> **EXERCISE DIRECTIONS**:
Output the data below exactly. Leave nothing out.
□ □ □ □
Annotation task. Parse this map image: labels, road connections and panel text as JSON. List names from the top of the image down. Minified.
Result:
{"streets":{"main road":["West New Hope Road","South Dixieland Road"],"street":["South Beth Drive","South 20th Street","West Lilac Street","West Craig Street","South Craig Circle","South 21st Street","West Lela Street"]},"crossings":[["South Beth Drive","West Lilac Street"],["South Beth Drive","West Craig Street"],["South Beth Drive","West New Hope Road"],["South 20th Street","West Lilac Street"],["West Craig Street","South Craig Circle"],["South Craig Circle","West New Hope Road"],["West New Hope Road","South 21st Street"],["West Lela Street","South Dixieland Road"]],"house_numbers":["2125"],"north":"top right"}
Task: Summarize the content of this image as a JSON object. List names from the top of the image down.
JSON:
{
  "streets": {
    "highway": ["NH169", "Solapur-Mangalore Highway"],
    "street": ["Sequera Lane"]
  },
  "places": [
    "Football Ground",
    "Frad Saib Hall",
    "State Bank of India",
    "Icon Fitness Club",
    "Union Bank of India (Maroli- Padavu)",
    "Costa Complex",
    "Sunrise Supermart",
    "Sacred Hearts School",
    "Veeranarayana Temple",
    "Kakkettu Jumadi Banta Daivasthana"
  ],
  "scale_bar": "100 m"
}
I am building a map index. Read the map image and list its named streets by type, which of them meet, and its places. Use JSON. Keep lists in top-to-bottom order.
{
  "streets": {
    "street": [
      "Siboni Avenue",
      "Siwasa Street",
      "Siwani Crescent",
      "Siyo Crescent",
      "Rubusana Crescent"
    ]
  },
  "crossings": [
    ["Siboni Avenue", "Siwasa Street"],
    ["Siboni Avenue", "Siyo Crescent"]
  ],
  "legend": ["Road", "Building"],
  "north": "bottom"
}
□ □ □ □
> **SOLUTION**:
Annotation task. Parse this map image: labels, road connections and panel text as JSON. List names from the top of the image down. Minified.
Result:
{"streets":{"main road":["West New Hope Road","South Dixieland Road"],"street":["South Beth Drive","South 20th Street","West Lilac Street","West Craig Street","South Craig Circle","South 21st Street","West Lela Street"]},"crossings":[["South Beth Drive","West Lilac Street"],["South Beth Drive","West Craig Street"],["South Beth Drive","West New Hope Road"],["South 20th Street","West Lilac Street"],["West Craig Street","South Craig Circle"],["South Craig Circle","West New Hope Road"],["West New Hope Road","South 21st Street"],["West Lela Street","South Dixieland Road"]],"house_numbers":["2125"],"north":"top right"}
Task: Summarize the content of this image as a JSON object. List names from the top of the image down.
JSON:
{
  "streets": {
    "highway": ["NH169", "Solapur-Mangalore Highway"],
    "street": ["Sequera Lane"]
  },
  "places": [
    "Football Ground",
    "Frad Saib Hall",
    "State Bank of India",
    "Icon Fitness Club",
    "Union Bank of India (Maroli- Padavu)",
    "Costa Complex",
    "Sunrise Supermart",
    "Sacred Hearts School",
    "Veeranarayana Temple",
    "Kakkettu Jumadi Banta Daivasthana"
  ],
  "scale_bar": "100 m"
}
I am building a map index. Read the map image and list its named streets by type, which of them meet, and its places. Use JSON. Keep lists in top-to-bottom order.
{
  "streets": {
    "street": [
      "Siboni Avenue",
      "Siwasa Street",
      "Siwani Crescent",
      "Siyo Crescent",
      "Rubusana Crescent"
    ]
  },
  "crossings": [
    ["Siboni Avenue", "Siwasa Street"],
    ["Siboni Avenue", "Siyo Crescent"]
  ],
  "legend": ["Road", "Building"],
  "north": "bottom"
}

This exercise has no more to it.